3.Now I am getting all the numbers printed instead of getting the missing elements.

Below is the code :

 public static List<Integer> issue_ret=new ArrayList<>();
    Iterator<Integer> iter = issue_ret.iterator();
        while(iter.hasNext()){
            int value = iter.next();
            if("1".equals(value)){
                iter.remove();
            }
            else{
                System.out.println("Missing value:"+value);
            }
        }

Can anyone help me to resolve this?

Answer 1

You are comparing every element with 1

if("1".equals(value))

instead you should keep a counter which will start from your lists first element and then incremented by 1 and perform comparison with this counter.

Answer 2

Suggest you a more efficient way than ArrayList.contains() but more limited:

    ArrayList<Integer> list = new ArrayList<>(Arrays.asList(new Integer[]{5, 6, 9, 10}));

    int head = list.get(0);
    int tail = list.get(list.size() - 1);

    int length = tail - head + 1;
    int[] array = new int[length];

    for (int i : list) {
        array[i - head] = 1;
    }

    for (int i = 0; i < array.length; i++) {
        if (array[i] == 0) {
            System.out.println(String.format("Missing %d, position %d", i + head, i + 1));
        }
    }

The limit is: The top Integer number should not be too large.
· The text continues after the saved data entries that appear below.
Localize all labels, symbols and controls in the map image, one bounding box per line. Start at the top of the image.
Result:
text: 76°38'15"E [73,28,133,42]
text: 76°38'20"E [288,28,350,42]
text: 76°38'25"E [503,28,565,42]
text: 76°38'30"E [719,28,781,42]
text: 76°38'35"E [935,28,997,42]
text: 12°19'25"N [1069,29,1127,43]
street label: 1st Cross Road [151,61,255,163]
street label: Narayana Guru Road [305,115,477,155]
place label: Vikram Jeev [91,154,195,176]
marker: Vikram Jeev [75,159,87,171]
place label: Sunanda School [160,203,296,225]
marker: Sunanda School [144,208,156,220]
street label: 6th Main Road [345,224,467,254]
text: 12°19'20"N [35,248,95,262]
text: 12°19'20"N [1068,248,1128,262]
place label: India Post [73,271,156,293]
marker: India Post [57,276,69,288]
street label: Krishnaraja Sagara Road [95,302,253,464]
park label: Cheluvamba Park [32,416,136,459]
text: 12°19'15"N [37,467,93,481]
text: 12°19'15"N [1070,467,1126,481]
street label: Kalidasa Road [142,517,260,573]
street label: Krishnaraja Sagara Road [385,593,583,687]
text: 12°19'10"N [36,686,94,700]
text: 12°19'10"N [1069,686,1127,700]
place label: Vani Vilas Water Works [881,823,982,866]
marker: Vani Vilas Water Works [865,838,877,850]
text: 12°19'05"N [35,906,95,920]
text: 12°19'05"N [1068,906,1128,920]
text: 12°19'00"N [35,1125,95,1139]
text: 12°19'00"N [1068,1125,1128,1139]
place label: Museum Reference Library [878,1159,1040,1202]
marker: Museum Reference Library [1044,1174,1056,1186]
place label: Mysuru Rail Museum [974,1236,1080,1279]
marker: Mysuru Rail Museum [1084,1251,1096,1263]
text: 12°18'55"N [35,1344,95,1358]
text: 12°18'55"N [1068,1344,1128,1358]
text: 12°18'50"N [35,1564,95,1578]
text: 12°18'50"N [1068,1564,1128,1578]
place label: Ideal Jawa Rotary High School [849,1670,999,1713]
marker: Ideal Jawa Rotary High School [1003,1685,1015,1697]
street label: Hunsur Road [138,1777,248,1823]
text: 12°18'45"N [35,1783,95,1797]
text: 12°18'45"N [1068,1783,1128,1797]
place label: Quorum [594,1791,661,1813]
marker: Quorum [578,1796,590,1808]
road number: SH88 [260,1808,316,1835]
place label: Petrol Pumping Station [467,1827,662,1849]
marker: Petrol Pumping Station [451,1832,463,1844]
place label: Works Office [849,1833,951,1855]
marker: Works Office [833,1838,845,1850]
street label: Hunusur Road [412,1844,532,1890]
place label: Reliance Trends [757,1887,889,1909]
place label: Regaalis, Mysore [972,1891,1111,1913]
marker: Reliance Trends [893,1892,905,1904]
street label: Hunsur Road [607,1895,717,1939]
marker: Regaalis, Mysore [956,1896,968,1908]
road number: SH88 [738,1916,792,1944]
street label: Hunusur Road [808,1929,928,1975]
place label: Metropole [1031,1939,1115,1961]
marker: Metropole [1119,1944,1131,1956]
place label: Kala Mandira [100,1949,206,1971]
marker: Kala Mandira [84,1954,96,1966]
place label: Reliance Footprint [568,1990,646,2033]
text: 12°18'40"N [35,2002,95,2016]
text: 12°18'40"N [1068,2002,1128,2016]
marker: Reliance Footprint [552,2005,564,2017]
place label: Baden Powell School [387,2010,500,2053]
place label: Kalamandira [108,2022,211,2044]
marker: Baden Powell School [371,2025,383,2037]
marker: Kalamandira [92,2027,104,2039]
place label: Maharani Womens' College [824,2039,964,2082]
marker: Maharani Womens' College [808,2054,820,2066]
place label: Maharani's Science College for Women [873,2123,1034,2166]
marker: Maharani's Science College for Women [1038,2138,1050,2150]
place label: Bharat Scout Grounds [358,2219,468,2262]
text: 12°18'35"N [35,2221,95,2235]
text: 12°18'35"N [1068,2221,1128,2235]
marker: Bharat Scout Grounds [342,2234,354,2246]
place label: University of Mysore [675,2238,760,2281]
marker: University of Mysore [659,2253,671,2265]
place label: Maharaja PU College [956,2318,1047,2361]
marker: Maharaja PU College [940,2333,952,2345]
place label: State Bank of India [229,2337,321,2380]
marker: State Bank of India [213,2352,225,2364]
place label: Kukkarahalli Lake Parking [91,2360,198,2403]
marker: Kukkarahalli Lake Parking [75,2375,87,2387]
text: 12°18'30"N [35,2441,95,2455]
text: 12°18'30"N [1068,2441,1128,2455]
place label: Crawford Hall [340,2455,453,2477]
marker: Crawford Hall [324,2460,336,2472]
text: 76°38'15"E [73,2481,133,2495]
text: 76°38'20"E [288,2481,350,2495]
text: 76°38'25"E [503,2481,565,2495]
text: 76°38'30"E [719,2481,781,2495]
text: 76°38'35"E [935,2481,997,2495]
Anyway, it is a space for time way, whether to use depends on your actual needs.

Answer 3

Try,

List<Integer> integerList = new LinkedList<Integer>();
integerList.add(5);
integerList.add(6);
integerList.add(9);
integerList.add(10);
int first = integerList.get(0);
int last  = integerList.get(integerList.size()-1);
for(int i=first+1; i<last; i++){
    if(!integerList.contains(i))
          System.out.println("Number Not in List : "+i);
}

Answer 4

By getting the first and last element from array you can know the start and end of the array and by iteration over that limit you can get what numbers are missing like below:

    List<Integer> input = new ArrayList<Integer>();
    input.add(5);
    input.add(8);
    int firstElement = input.get(0);
    int lastElement  = input.get(input.size()-1);
    for(int i=firstElement+1, j=2; i<lastElement-1; i++,j++){
        if(!input.contains(i))
              System.out.println("Missing Number : "+i + "(position " + j+")");
    }

As we already know that first element and last element is already present in last, no need to check that so we would be only checking of elements exist between first and last element.